WHAT NEEDS TO BE DONE: The number of lines in the records that include "function" is all you should give.

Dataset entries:

···

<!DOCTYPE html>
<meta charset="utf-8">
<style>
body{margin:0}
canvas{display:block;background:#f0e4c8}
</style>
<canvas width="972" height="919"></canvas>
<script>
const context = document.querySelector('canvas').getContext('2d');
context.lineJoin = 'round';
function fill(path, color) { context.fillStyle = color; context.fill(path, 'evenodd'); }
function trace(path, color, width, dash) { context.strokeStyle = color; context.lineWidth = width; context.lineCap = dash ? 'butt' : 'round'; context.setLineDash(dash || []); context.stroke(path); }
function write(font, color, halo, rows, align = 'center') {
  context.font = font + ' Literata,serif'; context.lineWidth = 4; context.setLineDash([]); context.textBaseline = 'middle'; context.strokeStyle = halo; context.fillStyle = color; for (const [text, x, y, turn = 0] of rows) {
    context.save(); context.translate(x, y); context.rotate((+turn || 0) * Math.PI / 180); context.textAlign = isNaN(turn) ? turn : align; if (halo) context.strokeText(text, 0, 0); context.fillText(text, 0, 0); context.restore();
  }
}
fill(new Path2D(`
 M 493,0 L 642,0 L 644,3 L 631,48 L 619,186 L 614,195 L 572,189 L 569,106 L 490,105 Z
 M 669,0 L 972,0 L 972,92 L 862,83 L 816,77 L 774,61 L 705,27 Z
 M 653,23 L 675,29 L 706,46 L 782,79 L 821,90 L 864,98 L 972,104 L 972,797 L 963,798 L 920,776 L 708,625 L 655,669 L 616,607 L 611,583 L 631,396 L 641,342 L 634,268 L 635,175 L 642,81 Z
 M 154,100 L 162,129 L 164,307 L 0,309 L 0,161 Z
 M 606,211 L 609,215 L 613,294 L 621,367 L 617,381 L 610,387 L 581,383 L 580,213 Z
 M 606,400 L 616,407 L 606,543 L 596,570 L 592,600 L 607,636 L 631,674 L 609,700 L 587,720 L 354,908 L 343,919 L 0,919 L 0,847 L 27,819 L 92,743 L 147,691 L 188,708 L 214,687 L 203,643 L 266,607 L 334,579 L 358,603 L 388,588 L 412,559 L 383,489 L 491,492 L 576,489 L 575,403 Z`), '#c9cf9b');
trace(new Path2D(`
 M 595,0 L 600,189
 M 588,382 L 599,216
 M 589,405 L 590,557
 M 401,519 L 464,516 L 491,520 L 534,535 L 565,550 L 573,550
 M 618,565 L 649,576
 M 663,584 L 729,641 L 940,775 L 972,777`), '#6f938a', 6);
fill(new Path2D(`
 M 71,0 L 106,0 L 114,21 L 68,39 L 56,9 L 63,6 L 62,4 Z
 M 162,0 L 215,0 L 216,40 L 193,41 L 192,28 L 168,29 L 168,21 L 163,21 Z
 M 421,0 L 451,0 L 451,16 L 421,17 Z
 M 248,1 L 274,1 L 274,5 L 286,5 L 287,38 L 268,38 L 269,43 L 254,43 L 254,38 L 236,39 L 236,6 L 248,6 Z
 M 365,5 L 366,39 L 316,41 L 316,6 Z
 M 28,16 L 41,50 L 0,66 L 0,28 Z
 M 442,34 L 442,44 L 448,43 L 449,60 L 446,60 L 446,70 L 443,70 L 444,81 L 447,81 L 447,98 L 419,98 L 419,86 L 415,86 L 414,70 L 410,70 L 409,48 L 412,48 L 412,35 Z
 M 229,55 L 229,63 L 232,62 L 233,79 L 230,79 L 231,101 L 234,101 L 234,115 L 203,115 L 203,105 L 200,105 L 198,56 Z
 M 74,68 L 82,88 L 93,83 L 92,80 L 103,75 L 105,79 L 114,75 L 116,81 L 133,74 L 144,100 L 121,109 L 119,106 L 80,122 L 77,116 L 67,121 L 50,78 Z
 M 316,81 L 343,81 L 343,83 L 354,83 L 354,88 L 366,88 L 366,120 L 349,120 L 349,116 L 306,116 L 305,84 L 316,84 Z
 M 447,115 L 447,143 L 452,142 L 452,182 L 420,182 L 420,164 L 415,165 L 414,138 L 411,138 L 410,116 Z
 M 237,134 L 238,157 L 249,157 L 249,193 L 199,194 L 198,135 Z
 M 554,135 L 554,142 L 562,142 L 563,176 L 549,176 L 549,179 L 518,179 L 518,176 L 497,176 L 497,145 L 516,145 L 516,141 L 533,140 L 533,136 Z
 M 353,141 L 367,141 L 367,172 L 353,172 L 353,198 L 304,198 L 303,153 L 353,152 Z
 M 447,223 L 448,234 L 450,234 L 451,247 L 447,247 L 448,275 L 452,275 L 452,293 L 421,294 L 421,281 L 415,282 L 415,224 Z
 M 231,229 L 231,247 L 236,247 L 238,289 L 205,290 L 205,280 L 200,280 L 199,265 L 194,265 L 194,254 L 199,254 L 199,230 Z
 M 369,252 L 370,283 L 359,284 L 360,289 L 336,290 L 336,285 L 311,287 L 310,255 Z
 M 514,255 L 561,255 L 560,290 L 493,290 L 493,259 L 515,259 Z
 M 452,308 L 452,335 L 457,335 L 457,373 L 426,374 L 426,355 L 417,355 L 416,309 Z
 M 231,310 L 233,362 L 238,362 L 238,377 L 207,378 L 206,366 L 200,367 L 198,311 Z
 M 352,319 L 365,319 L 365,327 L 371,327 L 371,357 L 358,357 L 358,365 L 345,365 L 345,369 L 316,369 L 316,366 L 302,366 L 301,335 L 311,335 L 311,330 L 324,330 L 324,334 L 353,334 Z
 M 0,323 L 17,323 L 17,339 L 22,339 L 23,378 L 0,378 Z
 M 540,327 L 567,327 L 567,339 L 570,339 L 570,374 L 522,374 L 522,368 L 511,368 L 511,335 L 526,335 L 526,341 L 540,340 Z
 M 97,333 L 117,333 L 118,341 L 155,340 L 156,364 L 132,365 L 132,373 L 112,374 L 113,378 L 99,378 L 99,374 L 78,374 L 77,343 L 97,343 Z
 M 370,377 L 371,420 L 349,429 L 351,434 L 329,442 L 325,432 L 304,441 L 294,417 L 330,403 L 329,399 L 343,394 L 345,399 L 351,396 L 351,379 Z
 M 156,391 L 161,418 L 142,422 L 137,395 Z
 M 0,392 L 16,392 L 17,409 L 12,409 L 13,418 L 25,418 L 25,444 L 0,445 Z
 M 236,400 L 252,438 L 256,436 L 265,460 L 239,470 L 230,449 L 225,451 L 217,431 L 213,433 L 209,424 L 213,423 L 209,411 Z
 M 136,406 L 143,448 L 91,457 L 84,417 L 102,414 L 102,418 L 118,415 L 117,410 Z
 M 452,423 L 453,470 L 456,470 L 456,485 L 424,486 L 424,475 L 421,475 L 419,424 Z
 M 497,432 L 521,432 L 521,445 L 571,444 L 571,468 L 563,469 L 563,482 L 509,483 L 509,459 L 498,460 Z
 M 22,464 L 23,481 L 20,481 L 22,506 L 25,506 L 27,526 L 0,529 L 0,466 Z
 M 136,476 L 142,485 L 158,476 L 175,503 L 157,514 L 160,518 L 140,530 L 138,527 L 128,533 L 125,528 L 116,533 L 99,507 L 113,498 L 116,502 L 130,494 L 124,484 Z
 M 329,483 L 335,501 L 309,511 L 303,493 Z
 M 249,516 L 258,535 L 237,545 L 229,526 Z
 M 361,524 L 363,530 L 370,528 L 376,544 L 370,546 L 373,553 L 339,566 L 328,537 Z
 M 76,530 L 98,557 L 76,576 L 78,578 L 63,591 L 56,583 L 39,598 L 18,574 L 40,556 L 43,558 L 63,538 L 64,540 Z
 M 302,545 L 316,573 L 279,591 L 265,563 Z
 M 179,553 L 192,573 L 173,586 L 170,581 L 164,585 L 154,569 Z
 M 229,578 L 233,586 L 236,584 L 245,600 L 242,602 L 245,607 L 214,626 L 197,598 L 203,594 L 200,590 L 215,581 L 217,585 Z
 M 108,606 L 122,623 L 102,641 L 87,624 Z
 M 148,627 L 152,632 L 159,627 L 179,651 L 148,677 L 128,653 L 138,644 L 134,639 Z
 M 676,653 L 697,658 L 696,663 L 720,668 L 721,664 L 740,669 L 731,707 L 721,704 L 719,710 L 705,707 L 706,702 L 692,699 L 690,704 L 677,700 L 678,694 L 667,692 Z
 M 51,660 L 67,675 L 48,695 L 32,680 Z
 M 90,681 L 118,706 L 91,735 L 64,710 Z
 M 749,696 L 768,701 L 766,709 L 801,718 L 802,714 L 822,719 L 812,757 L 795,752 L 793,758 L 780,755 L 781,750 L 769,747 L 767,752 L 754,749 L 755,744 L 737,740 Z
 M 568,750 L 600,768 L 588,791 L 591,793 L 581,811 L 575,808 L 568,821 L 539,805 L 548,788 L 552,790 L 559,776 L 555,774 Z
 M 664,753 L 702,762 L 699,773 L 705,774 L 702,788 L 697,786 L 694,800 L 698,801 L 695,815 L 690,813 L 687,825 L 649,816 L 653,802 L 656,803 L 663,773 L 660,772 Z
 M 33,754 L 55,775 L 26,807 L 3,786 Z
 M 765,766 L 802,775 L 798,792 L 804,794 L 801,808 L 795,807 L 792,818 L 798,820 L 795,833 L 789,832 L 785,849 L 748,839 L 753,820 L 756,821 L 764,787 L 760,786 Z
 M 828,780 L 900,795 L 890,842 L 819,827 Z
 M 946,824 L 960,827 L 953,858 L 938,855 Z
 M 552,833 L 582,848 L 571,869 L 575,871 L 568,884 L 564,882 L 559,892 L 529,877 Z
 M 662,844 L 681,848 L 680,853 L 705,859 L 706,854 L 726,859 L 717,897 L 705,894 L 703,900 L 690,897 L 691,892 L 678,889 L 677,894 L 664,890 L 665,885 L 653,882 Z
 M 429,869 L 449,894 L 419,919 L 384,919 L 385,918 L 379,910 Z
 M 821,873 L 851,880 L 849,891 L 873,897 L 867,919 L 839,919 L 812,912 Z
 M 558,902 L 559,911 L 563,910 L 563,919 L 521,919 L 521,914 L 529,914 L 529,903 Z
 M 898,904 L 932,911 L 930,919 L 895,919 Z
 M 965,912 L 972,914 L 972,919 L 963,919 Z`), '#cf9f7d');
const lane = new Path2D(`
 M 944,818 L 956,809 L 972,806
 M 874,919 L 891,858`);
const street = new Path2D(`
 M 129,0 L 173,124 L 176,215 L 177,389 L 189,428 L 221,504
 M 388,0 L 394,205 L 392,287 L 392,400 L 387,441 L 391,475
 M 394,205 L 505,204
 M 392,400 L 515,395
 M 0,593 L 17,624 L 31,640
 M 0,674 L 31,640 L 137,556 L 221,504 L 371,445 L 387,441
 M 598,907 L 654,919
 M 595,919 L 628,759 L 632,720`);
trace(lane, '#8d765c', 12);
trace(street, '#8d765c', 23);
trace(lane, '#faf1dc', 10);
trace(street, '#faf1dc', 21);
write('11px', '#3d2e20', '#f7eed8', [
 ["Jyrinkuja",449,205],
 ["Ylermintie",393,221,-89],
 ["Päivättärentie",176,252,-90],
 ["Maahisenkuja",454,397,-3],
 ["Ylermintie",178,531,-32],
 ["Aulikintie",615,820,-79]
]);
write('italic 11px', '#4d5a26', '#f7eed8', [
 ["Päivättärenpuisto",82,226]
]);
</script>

···

TASK SOLUTION: 3